The world’s leading publication for data science, AI, and ML professionals.

Precision Clustering Made Simple: kscorer’s Guide to Auto-Selecting Optimal K-means Clusters

kscorer streamlines the process of clustering and provides practical approach to data analysis through advanced scoring and parallelization

Made by DALL-E-2 according to the author's description
Made by DALL-E-2 according to the author’s description

Unsupervised machine learning, particularly Clustering, is a challenging task in data science. It is crucial to a wide range of practical business analytics projects. Clustering can operate on its own, but it is also a valuable component in complex data processing pipelines that enhance the efficiency of other algorithms. For instance, clustering plays a crucial role when developing a recommender system.

Well, Scikit-Learn notoriously offers various proven clustering algorithms. Nonetheless, most of them are parametric and require setting the number of clusters, which is one of the most significant challenges in clustering.

Commonly, an iterative method is used to decide on the optimal number of clusters when working with data. It means that you carry out clustering multiple times, each time with a different number of clusters, and evaluate the corresponding result. While this technique is useful, it does have limitations.

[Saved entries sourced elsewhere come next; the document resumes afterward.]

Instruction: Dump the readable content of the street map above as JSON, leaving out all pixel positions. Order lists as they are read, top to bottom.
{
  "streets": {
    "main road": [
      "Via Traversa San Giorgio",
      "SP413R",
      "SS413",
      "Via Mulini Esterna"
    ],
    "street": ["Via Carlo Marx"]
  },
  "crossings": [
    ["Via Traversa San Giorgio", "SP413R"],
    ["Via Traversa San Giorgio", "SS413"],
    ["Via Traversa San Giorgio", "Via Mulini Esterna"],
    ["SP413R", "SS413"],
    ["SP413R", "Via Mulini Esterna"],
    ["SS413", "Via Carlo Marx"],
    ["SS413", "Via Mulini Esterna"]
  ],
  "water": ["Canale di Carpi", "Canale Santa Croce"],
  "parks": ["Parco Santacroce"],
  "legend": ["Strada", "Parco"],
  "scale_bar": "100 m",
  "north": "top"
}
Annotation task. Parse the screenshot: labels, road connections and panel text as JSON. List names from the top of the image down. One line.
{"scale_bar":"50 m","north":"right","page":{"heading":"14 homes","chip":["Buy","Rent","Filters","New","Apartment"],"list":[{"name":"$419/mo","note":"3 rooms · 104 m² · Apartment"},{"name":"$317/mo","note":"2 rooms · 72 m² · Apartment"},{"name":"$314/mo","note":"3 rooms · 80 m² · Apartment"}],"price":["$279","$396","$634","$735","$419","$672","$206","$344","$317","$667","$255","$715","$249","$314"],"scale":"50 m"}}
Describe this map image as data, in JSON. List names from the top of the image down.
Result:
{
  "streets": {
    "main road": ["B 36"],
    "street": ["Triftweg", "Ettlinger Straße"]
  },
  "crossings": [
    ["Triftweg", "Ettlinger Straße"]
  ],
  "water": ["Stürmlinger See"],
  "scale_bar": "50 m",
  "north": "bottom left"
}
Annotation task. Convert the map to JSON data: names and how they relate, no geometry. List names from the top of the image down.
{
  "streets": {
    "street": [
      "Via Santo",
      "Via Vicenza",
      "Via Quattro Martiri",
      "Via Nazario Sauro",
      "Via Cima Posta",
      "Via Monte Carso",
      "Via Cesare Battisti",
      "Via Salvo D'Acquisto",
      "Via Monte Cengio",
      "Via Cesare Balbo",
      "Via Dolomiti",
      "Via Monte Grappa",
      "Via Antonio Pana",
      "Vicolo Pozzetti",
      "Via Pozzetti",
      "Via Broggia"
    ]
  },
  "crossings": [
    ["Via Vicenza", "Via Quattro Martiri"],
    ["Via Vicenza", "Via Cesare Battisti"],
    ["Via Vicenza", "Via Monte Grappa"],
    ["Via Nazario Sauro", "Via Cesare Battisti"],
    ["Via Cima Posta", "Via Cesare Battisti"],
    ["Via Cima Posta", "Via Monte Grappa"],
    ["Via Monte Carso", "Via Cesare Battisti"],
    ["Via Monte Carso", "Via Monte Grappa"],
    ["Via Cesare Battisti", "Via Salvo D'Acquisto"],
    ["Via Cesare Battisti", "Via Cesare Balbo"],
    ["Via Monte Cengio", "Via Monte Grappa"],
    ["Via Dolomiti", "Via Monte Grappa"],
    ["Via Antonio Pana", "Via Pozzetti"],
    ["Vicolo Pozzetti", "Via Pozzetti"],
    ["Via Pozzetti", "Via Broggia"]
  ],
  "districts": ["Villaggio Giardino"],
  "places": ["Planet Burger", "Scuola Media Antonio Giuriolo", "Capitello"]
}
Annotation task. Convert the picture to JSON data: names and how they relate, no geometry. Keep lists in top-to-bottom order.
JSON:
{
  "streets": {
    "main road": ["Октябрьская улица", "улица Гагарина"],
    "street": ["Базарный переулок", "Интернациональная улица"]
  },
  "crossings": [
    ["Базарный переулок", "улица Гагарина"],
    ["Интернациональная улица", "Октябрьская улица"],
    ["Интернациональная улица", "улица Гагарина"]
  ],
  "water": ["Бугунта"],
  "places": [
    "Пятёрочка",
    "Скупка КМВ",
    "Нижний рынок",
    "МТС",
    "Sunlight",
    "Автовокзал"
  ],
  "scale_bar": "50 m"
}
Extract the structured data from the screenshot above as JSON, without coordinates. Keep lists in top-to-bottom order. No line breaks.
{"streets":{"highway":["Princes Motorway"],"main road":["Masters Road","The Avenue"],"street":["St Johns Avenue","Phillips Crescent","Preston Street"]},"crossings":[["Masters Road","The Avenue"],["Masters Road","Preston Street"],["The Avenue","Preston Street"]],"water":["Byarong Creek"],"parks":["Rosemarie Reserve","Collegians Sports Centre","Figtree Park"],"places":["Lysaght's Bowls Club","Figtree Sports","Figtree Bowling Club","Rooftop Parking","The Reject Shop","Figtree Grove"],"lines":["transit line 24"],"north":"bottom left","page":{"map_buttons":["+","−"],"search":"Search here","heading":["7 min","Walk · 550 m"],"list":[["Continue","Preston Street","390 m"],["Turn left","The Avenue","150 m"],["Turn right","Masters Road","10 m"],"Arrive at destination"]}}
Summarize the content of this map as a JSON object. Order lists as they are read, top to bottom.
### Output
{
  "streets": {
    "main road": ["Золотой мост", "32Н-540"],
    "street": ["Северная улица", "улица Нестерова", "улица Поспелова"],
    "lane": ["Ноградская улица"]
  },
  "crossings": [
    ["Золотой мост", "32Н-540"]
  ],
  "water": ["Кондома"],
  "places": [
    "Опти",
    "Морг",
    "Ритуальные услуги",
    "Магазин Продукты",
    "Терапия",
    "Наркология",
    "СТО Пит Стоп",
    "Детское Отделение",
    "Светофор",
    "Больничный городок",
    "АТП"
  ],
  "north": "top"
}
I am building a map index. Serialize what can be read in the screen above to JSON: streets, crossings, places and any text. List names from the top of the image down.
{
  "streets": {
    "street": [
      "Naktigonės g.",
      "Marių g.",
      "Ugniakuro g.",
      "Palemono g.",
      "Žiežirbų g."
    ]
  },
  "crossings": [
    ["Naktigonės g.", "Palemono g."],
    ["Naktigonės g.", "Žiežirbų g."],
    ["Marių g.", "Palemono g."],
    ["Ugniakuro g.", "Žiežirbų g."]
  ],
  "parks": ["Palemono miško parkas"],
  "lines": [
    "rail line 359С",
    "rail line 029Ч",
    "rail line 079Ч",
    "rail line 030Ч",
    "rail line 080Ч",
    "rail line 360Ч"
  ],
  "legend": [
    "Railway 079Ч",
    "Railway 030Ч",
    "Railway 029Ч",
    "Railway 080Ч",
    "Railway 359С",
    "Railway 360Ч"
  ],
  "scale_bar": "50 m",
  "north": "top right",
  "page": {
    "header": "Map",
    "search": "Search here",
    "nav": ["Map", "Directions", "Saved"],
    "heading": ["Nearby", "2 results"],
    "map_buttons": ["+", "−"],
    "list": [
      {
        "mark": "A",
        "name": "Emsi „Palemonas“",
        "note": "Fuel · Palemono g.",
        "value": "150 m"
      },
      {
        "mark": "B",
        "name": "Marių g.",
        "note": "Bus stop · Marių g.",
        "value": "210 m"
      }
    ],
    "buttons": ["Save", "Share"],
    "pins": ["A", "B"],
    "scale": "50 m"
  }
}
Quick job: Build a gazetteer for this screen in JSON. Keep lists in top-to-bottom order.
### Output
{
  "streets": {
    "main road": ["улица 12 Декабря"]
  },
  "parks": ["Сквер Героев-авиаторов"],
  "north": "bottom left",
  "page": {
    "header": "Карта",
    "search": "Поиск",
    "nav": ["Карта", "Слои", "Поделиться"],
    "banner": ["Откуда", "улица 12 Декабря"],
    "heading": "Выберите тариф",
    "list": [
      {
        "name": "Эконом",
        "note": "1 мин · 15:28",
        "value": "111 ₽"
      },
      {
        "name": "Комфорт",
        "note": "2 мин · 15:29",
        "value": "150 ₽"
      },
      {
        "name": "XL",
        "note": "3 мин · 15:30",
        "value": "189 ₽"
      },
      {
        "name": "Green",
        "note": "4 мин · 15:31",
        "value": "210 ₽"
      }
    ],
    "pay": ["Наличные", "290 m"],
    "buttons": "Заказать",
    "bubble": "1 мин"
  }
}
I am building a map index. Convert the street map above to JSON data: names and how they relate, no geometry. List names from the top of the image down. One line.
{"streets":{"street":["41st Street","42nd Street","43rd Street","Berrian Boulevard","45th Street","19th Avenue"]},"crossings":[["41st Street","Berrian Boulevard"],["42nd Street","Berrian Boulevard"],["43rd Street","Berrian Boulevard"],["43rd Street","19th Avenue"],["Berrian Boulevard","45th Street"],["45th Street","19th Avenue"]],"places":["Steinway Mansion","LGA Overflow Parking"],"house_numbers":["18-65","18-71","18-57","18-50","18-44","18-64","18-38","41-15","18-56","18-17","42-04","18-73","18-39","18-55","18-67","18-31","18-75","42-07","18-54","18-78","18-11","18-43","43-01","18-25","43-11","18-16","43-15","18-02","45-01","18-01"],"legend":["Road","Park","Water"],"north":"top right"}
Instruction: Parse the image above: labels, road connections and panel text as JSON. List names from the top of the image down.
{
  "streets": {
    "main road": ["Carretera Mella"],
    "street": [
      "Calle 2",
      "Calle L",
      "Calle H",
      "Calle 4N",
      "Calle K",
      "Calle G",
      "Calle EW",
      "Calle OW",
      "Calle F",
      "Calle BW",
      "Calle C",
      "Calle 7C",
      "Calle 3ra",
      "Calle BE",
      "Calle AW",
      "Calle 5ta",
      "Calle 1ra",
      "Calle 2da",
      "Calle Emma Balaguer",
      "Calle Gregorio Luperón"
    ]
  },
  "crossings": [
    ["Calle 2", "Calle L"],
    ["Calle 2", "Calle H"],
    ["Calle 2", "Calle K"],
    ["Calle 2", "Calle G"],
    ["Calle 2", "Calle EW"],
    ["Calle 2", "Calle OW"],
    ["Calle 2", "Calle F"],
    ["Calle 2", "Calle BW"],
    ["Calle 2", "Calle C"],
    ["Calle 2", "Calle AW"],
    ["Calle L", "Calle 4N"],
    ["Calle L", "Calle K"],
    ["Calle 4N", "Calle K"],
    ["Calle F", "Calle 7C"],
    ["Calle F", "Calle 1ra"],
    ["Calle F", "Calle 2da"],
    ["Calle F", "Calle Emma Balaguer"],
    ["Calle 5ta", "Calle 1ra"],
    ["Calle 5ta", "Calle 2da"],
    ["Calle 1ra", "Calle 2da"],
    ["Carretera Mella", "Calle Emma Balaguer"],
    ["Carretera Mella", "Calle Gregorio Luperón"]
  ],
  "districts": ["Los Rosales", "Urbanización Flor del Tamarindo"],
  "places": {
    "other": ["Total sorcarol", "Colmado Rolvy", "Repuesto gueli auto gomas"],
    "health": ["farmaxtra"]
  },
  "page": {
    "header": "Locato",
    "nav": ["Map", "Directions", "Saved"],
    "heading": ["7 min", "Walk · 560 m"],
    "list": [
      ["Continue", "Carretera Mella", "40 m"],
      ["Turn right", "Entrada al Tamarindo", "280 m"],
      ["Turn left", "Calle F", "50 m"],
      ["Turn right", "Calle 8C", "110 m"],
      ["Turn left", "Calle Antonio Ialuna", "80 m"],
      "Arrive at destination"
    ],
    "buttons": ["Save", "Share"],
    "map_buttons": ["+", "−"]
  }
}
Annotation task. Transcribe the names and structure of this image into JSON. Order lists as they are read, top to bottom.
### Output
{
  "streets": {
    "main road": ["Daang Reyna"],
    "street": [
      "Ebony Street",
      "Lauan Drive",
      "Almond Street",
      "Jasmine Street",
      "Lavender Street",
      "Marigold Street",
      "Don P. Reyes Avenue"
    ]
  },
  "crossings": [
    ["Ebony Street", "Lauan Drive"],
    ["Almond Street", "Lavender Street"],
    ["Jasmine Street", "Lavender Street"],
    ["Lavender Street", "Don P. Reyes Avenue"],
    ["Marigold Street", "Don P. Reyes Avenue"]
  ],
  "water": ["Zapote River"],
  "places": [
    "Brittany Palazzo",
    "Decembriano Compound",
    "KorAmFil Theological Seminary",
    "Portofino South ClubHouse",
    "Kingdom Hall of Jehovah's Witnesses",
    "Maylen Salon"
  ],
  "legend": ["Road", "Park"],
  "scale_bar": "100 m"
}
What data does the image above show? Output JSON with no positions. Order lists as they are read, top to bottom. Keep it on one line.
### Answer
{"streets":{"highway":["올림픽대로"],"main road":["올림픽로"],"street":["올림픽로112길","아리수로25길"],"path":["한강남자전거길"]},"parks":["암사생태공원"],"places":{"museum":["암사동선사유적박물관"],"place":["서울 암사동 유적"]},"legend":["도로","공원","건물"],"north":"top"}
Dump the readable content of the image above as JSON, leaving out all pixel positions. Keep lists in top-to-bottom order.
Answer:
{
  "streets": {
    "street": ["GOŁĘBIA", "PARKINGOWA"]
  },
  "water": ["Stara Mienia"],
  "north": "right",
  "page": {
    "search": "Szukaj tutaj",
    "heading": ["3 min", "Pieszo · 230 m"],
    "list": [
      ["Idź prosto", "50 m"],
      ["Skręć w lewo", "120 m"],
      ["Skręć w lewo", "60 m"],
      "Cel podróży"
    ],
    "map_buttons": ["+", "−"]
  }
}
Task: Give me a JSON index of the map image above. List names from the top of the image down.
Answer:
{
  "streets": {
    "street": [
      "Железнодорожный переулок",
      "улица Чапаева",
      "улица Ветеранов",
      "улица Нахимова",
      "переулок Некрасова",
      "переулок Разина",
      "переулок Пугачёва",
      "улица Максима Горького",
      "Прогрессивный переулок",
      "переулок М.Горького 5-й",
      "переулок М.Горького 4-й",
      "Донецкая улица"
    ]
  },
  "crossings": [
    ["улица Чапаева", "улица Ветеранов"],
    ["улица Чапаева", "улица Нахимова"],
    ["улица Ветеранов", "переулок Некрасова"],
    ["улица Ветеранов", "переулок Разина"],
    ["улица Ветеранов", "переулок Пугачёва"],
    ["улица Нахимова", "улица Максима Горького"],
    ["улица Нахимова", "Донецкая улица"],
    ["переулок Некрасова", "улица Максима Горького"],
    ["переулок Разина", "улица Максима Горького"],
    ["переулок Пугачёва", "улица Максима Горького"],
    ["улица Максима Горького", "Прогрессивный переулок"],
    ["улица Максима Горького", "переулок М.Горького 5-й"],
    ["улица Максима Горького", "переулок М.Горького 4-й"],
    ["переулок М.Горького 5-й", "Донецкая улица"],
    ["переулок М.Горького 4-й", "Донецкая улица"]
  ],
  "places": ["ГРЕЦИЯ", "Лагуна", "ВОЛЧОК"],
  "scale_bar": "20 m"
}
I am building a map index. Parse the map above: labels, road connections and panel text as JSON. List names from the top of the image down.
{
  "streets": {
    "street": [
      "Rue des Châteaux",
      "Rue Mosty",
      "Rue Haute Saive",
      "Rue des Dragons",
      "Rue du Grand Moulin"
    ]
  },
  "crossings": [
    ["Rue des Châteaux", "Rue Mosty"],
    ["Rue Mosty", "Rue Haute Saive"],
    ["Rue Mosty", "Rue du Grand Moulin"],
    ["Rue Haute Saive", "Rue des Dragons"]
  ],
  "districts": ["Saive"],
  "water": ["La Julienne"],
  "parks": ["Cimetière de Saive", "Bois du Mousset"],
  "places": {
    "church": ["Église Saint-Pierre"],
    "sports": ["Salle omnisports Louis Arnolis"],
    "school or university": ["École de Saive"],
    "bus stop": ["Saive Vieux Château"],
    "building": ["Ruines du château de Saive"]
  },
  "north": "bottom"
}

The yellowbrick package is a commonly employed tool that makes it easy to identify the optimal number of clusters. However, it also has some drawbacks. One significant drawback is the possibility of conflicting outcomes when evaluating multiple metrics and the challenge of identifying an elbow on the diagram.

In addition, the dataset size poses another problem, regardless of the package used. When working with large datasets, resource consumption difficulties may impede your ability to efficiently iterate through a wide range of clusters. If this is the case, consider exploring techniques such as MiniBatchKMeans, which can afford parallel clustering.

But advanced optimization of your clustering routine may require lesser-known techniques, described further. You will also get to know the kscorer package, which streamlines these techniques, offering a more robust and efficient approach to determining the optimal number of clusters.

Without a hitch, those techniques are:

  • Dimensionality Reduction. It may be beneficial to perform a Principal Component Analysis (PCA) on the data before applying the clustering algorithm. This will reduce data interference and lead to a more reliable clustering process.
  • Cosine Similarity. There is a straightforward way to use (approx.) cosine distances in K-means via applying Euclidean normalisation to the data. So that you do not need to pre-calculate distance matrix, such as while performing agglomerative clustering.
  • Many-Metrics-At-Hand. To find the optimal number of clusters, one should rely on a multi-metric assessment instead of depending on a single metric.
  • Data Sampling. To address resource consumption issues and improve clustering results one can get random samples from data to perform clustering operations and asses metrics. Averaging scores from multiple iterations can reduce the effect of randomness and produce more consistent results.

This workflow is illustrated below.

Image by an author
Image by an author

Luckily, there is no need to build this entire pipeline from scratch as an implementation is currently available in the kscorer package.

Now, let’s delve a bit deeper

I once heard a data scientist state at a conference talk: "Basically, you can do what you want, as long as you know what you are doing." © Alex2006

It is recommended to scale your data before clustering to ensure all features are on an equal footing and none dominate due to their magnitude. Standardisation (centred around the mean and scaled by the standard deviation) or Min-Max scaling (scaling values to a specified range) are common techniques used for scaling.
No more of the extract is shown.